Competition intensifies the pressure. OpenAI’s $150 billion+ valuation and its own IPO preparations create a direct comparison point. Google DeepMind, backed by Alphabet’s resources, continues advancing its Gemini model family. xAI, Elon Musk’s AI venture, has attracted significant funding. The frontier AI market may be large enough for multiple winners, but public market investors will demand clarity on Anthropic’s competitive advantages and defensibility.

Compute costs represent a structural challenge. Training next-generation models requires exponentially more computing power, and the supply of advanced AI chips (primarily from NVIDIA) remains constrained. Anthropic’s partnerships with Amazon and Google provide some insulation, but the capital intensity of the business means that even with $19 billion in annual revenue, operating margins may be thin or negative. Public market investors, especially in a higher interest rate environment, scrutinize path-to-profitability more closely than private market backers.

Questions About Anthropic IPO 2026

When is the Anthropic IPO date?

Bloomberg reported on March 27, 2026 that Anthropic is considering an IPO as early as October 2026. No formal S-1 filing has been made, and discussions with Wall Street banks remain in early stages. The timeline could shift based on market conditions, regulatory developments, or internal readiness.

What is Anthropic’s current valuation?

Anthropic’s post-money valuation reached $380 billion after its $30 billion Series G round closed in February 2026. This makes it one of the most valuable private companies in the world, behind only a handful of companies including OpenAI.

How much revenue does Anthropic generate?

Anthropic’s annualized run-rate revenue exceeded $19 billion as of early March 2026, more than doubling from approximately $9 billion at the end of 2025. Enterprise customers account for roughly 80% of total revenue.

Who are Anthropic’s biggest investors?

Major investors include Amazon ($4B+), Google ($2B+), Coatue, GIC (Singapore sovereign wealth fund), Salesforce, Sequoia Capital, Founders Fund, Lightspeed Venture Partners, and D.E. Shaw Ventures. The company has raised over $67 billion total across 17 funding rounds.

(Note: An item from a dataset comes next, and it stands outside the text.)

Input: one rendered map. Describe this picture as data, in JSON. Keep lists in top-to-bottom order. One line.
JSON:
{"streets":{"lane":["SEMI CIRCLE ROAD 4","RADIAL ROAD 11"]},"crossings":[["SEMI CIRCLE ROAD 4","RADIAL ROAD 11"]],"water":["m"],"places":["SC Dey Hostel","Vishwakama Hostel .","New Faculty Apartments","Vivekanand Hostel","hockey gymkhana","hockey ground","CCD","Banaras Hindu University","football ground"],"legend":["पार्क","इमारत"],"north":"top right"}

How does the Mythos leak affect the IPO?

The Mythos leak, revealed the same day as IPO reports on March 27, 2026, creates a dual narrative. It demonstrates Anthropic’s technical leadership but also raises questions about operational security and whether safety constraints may limit the model’s commercial deployment.

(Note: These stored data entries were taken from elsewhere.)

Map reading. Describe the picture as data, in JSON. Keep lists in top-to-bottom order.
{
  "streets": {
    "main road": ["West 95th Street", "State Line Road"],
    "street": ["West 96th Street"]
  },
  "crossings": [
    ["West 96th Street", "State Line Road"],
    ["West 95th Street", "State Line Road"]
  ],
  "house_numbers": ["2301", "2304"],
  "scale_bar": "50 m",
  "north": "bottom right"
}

What happened to FTX’s Anthropic stake?

FTX invested $500 million for an 8% stake in 2021. After FTX’s bankruptcy, the estate sold the stake in 2024 for approximately $1.3 billion total. At Anthropic’s current $380 billion valuation, that stake would be worth over $30 billion — making it one of the largest missed investment gains in history.

Is Anthropic profitable?

Anthropic has not disclosed profitability figures. The company generates substantial revenue but also faces enormous compute and R&D costs. IPO filings would reveal detailed financials for the first time. Analysts expect the company operates at a net loss given the capital intensity of frontier AI development.

How does Anthropic compare to OpenAI for investors?

OpenAI is valued at over $150 billion and has also signaled IPO plans. Anthropic’s $380 billion private valuation is higher, reflecting its recent fundraising momentum. Key differences include Anthropic’s PBC structure (requiring safety considerations alongside returns), its stronger enterprise revenue mix, and its more conservative approach to model deployment.